Start at the line in the entries below that contains "3l9 9-9 9-9-9zM9", stop at the line that contains "4h4l2 5-3 2q2", and output exactly the lines in that span, both ends included.
Top of Given entries
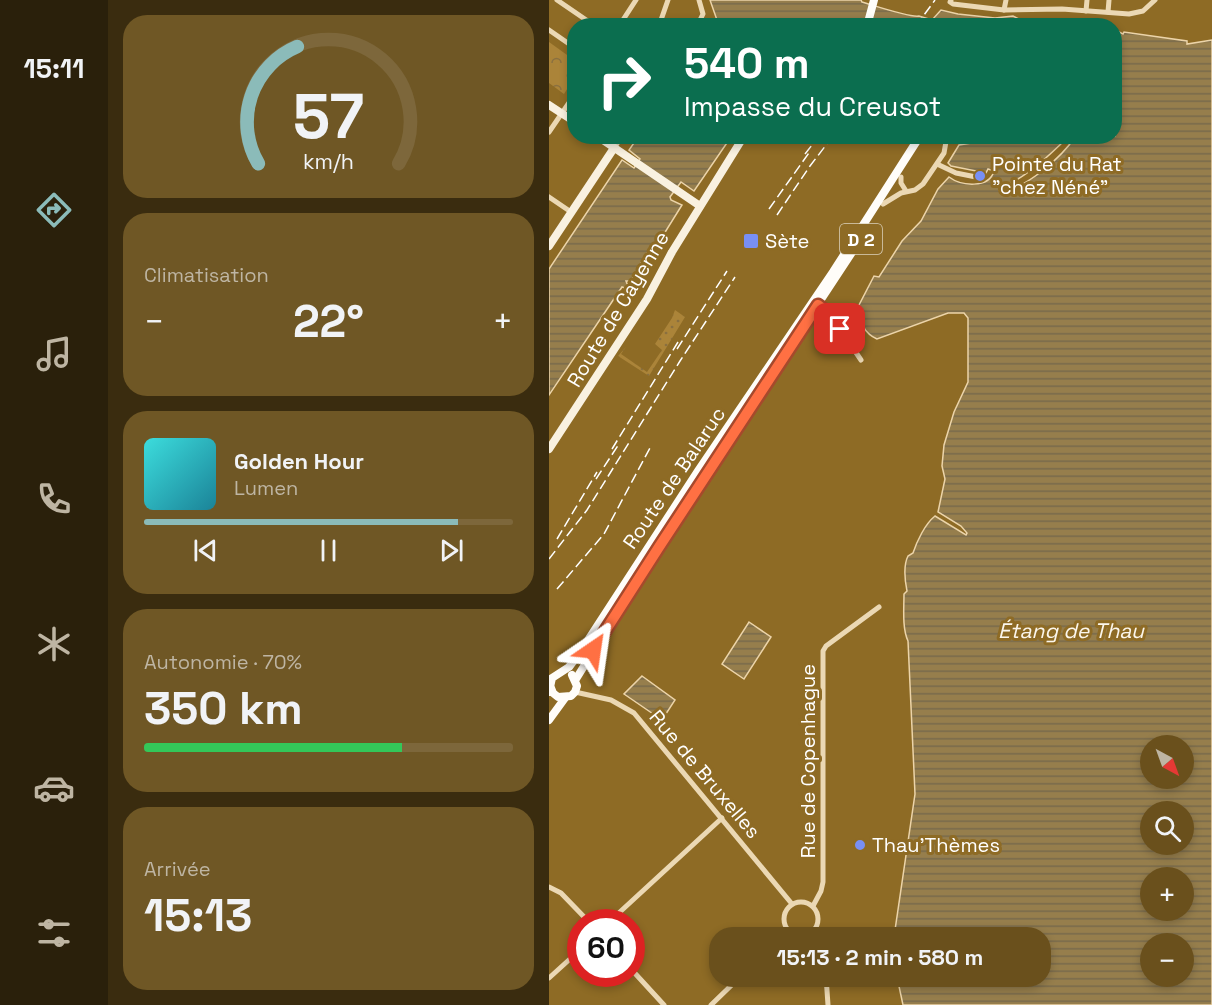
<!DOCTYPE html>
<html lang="fr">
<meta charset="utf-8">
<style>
:root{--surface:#6a501c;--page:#6f5725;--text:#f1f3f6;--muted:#beb5a3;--line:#7d673b;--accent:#8bbbb9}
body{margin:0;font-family:"Space Grotesk",sans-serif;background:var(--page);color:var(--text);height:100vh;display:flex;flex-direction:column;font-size:22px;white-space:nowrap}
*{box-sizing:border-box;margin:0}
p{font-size:20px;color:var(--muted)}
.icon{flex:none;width:33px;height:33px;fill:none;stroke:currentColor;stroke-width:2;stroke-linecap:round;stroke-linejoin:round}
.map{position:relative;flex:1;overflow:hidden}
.panel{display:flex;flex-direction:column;gap:15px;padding:15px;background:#3a2c0f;width:441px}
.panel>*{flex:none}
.banner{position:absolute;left:18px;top:18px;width:555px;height:126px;border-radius:24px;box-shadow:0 3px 9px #0003;background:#0b6e4f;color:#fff;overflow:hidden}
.needle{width:39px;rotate:139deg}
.tools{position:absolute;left:591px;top:735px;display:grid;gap:12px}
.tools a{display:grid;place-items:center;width:54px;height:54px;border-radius:50%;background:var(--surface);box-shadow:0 3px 9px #0003;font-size:30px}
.speed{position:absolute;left:18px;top:909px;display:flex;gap:12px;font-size:30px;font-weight:700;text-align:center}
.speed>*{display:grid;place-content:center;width:78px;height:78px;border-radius:50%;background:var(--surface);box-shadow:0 3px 9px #0003;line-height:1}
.speed .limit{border:9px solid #d22;background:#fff;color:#111}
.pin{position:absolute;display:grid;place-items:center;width:51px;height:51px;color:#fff;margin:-26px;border-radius:12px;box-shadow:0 3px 9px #0006}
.me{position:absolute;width:66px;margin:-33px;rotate:32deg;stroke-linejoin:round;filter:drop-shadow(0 0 4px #0008)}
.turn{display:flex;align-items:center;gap:21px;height:126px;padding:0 18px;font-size:27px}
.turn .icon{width:78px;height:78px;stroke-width:2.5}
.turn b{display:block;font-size:42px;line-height:51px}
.big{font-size:45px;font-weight:700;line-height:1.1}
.panel .widget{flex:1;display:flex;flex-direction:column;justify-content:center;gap:9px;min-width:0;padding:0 21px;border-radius:24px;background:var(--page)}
.panel .dial{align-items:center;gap:0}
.dial svg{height:156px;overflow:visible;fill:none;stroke:var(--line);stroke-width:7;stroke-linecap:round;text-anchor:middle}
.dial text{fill:var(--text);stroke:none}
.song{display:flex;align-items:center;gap:18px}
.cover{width:72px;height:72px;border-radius:9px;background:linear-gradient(135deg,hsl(180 70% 55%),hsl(190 70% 35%))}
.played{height:6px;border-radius:3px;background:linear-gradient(90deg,var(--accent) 85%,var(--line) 85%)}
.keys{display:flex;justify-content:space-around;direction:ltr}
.heat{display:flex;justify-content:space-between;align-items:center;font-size:33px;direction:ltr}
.charge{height:9px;border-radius:4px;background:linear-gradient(90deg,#34c759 70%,var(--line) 0)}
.trip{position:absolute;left:160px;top:927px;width:342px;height:60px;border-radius:24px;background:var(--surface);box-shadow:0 3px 9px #0003;font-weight:700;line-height:60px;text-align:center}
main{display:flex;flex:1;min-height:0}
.dock{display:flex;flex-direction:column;width:108px;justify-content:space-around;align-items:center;background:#2a200b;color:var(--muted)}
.dock .icon{width:42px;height:42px}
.dock .active{color:var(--accent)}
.dock b{font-size:27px;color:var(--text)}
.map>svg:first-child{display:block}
.grass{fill:url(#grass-dots)}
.park{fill:url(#park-crowns)}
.water{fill:url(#water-rules);stroke:#ecd4a9;stroke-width:1.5;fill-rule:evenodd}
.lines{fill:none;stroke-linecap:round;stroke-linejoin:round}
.street{stroke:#ebd8b4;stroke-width:5}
.secondary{stroke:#f9f1e0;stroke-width:8}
.primary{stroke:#fffdf9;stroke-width:8}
.rail{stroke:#fff;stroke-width:1.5;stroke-dasharray:10 4.5;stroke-linecap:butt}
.route-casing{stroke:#a6492c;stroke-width:15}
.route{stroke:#ff7043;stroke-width:10}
.poi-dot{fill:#788ff5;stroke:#8e6b25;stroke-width:2}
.labels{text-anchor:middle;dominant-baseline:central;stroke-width:6;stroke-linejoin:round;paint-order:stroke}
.shield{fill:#8e6b25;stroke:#ddd3be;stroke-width:1.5}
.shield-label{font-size:18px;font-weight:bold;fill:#fff}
.poi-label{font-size:20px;fill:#fff;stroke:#8e6b25;text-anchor:start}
.street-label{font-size:20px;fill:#fff;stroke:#8e6b25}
.water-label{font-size:21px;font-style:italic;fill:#fbf6ec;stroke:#8e6b25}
</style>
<main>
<nav class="dock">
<b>15:11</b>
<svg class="icon active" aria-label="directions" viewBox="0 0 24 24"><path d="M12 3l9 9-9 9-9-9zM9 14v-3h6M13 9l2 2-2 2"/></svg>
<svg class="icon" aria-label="music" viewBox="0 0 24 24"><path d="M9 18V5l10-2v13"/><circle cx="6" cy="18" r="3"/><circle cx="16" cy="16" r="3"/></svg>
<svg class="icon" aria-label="phone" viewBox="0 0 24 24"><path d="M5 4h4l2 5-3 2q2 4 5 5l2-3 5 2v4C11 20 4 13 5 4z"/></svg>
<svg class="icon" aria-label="climate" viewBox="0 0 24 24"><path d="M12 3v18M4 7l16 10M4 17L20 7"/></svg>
<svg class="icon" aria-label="car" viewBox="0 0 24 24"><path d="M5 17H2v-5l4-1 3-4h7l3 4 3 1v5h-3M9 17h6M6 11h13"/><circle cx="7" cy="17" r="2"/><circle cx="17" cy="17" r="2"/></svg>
<svg class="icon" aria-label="filters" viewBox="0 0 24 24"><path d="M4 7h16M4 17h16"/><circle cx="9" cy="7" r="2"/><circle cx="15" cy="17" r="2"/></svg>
</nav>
<section class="panel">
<div class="widget dial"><svg viewBox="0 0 100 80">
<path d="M14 69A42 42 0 1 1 86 69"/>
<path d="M14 69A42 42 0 0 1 34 9" stroke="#8bbbb9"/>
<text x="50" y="56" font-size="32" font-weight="700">57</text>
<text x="50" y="72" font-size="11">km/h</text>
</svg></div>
<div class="widget"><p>Climatisation</p>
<div class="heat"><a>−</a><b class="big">22°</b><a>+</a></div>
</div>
<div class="widget">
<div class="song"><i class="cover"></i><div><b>Golden Hour</b><p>Lumen</p></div></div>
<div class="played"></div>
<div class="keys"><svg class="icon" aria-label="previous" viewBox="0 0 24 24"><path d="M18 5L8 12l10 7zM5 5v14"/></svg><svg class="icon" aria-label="pause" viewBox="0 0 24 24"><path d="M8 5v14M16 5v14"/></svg><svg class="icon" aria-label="next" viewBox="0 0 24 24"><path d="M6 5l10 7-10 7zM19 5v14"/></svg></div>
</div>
<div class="widget"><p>Autonomie · 70%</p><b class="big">350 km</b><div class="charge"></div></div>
<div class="widget"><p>Arrivée</p><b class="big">15:13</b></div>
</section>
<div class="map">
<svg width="663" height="1005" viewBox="0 0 663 1005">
<defs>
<pattern id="grass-dots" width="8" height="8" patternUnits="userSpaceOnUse" patternTransform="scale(1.5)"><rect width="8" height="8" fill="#ab8439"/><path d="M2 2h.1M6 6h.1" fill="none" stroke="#8a7040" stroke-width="1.8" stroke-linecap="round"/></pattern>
<pattern id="park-crowns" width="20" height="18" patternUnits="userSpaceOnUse" patternTransform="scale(1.5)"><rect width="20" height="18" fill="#ab8439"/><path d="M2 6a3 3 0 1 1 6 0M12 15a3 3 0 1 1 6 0" fill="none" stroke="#8a7040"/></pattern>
<pattern id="water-rules" width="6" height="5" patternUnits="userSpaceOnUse" patternTransform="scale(1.5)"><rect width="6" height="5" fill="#967e4c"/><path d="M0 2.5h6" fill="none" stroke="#786a4c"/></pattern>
</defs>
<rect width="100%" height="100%" fill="#8e6b25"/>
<!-- grass -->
<polygon class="grass" points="126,310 136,317 100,376 69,356 77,347 72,354 98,372 113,350 106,344 123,318"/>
<!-- park -->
<polygon class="park" points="0,42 25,60 25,78 15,94 0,83"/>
<!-- water -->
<g class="water">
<path d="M 161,0 L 312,0 L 313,2 C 324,5 361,18 370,16 L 383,20 L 392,10 L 409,14 L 446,18 L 464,16 L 480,24 L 484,20 L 496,21 L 497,24 L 504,25 L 164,25 L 168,20 Z"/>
<path d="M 566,30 L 574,34 L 575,32 L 638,41 L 638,44 L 663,40 L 663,1005 L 354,1005 L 348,977 L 492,976 L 492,938 L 345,937 L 366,794 L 359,641 C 353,628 355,608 355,594 L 358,591 C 356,581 354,566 359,556 L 364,553 C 368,541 376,524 386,516 L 417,535 L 418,533 L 412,526 L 389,512 L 396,479 L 393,466 L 395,445 L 405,412 L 419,382 L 419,318 L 415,313 L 399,313 L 328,339 C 316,334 309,321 309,307 L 325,276 L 330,277 L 353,241 L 372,221 L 389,189 L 400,177 C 412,186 440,189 445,171 L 439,169 L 437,173 L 402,166 L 399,163 L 410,145 L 460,137 L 519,137 C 504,152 479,176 459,184 C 456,185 453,185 450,187 L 450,190 L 455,192 C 480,185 512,158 526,137 L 566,136 L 566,87 L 568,82 L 566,79 ZM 602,746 L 634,746 L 634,778 L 602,778 ZM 602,812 L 634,812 L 634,844 L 602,844 ZM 602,878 L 634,878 L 634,910 L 602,910 ZM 602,944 L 634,944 L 634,976 L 602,976 Z"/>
<polygon points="89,137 182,137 145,191 132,182 121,197 122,200 133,205 110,242 102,248 96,256 82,281 77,281 79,286 76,288 73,287 0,395 0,269 73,160 85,168 91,159 80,150"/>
<polygon points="200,622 222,637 195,679 173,664"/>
<polygon points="93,676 126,700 113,720 75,694"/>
</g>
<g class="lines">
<!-- street -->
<g class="street">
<polyline points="8,0 46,26"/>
<polyline points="402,0 401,2 404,4 455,10 513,9 580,14 594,11 606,0"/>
<polyline points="455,10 457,0"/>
<polyline points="537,11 538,0"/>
<polyline points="559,12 560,0"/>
<polyline points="112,20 119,0"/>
<polyline points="70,26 87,0"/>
<polyline points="148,26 154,14 150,0"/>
<polyline points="0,30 26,48"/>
<polyline points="0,132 26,94"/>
<polyline points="65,148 73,136"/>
<polyline points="388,164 407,173 427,177"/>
<polyline points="352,177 352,183 357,191"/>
<polyline points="0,197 22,212"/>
<polyline points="334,204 352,193 366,190 374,184 395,153 398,136"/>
<polyline points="269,305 281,314 312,360"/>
<polyline points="26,692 62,700 85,713 243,904"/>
<polyline points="0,887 12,893 40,922"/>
<circle cx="252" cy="919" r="17"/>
<polyline points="264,906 272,891 274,882 274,651 277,646 330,607"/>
<polyline points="60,922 173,818"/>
<polyline points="82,969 115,1005"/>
<polyline points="277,976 279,1005"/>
<polyline points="0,978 32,949"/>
<polyline points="162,1005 192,976"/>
</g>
<!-- secondary -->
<g class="secondary">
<polyline points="0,105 26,122"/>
<polyline points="48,136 151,206"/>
<polyline points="0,246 65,148"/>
<polyline points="0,449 98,299 123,252 195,136"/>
</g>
<!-- primary -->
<g class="primary">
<polyline points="318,26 325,0"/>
<polyline points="27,679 109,547 317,231"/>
<polyline points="2,688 4,693 9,697 22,696 26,692 28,686 23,675"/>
<polyline points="0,692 3,678 20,667 32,651 149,471 284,272 371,136"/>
<polyline points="0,720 16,698"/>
</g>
<!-- rail -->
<g class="rail">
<polyline points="367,26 386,0"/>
<polyline points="256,154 270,136"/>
<polyline points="220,209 262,150"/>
<polyline points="228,215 261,166 284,136"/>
<polyline points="128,349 178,271"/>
<polyline points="63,449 129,342"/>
<polyline points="47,479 70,444"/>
<polyline points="8,539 48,472"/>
<polyline points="0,559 38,510 131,361 186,277"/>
<polyline points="8,589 55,534 102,446"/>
</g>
</g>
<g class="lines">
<defs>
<polyline id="route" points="44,650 110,547 269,305 281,314 291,329"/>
</defs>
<!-- route casing -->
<use href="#route" class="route-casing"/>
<!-- route -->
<use href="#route" class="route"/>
</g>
<!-- markers -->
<g class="poi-dot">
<circle cx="431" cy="176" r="6"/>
<rect x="194" y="233" width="16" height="16" rx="3"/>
<circle cx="311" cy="845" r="6"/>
</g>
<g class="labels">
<!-- shield labels -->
<rect class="shield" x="291" y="224" width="42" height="30" rx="4.5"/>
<g class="shield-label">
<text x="312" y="239">D 2</text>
</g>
<!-- poi labels -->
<g class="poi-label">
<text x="443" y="164">Pointe du Rat<tspan x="443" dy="23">"chez Néné"</tspan></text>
<text x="216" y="241">Sète</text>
<text x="323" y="845">Thau'Thèmes</text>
</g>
<!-- street labels -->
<g class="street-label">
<text transform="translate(69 309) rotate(-59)">Route de Cayenne</text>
<text transform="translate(125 478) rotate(-56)">Route de Balaruc</text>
<text transform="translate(259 761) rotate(-90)">Rue de Copenhague</text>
<text transform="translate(156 774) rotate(50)">Rue de Bruxelles</text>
</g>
<!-- water labels -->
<g class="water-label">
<text x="522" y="630">Étang de Thau</text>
</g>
</g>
</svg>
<div class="tools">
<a><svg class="needle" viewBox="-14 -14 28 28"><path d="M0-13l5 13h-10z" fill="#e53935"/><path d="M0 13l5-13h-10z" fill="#beb5a3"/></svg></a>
<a><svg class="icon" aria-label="search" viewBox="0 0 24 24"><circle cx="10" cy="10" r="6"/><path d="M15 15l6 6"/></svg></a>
<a>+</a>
<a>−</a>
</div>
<div class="speed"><div class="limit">60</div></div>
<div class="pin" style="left:291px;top:329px;background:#d93025"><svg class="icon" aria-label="arrive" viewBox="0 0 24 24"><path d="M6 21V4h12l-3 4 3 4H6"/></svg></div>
<svg class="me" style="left:44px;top:650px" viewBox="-20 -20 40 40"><path d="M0-17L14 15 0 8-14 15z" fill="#ff7043" stroke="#fff" stroke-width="4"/></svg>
<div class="trip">15:13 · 2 min · 580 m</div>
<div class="banner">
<div class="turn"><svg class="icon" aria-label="right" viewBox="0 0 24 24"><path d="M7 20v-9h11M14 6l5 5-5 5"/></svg><div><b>540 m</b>Impasse du Creusot</div></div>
</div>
</div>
</main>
Bottom of Given entries
| Exercise answer |
<svg class="icon active" aria-label="directions" viewBox="0 0 24 24"><path d="M12 3l9 9-9 9-9-9zM9 14v-3h6M13 9l2 2-2 2"/></svg>
<svg class="icon" aria-label="music" viewBox="0 0 24 24"><path d="M9 18V5l10-2v13"/><circle cx="6" cy="18" r="3"/><circle cx="16" cy="16" r="3"/></svg>
<svg class="icon" aria-label="phone" viewBox="0 0 24 24"><path d="M5 4h4l2 5-3 2q2 4 5 5l2-3 5 2v4C11 20 4 13 5 4z"/></svg>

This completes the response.